▶ **Collected data**:
((
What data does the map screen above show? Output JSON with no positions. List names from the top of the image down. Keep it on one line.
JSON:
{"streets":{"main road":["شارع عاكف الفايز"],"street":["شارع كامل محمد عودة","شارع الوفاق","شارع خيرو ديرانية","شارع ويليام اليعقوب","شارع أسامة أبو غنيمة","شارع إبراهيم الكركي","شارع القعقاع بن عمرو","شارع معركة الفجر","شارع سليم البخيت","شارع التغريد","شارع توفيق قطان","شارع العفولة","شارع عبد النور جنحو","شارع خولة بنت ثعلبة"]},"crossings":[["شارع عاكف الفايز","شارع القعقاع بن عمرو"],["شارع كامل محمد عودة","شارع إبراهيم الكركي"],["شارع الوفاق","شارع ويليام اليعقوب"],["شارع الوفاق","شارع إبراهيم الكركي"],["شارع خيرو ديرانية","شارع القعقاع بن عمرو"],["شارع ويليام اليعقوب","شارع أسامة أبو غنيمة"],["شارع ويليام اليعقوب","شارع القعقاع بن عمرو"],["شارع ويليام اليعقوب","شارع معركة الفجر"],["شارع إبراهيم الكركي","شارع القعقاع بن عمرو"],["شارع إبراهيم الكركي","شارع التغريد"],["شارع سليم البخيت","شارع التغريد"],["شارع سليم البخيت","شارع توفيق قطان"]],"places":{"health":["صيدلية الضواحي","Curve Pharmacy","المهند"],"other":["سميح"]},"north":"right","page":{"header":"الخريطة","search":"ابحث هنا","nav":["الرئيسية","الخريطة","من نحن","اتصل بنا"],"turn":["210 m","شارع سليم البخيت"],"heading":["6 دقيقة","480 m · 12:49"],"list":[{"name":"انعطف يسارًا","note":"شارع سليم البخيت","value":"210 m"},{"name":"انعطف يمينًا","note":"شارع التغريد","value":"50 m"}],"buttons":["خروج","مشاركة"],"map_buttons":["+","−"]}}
))
▶ **Your objective**: Lines above that include the string "JSON" need to be copied.

▶ **Final answer**:
What data does the map screen above show? Output JSON with no positions. List names from the top of the image down. Keep it on one line.
JSON:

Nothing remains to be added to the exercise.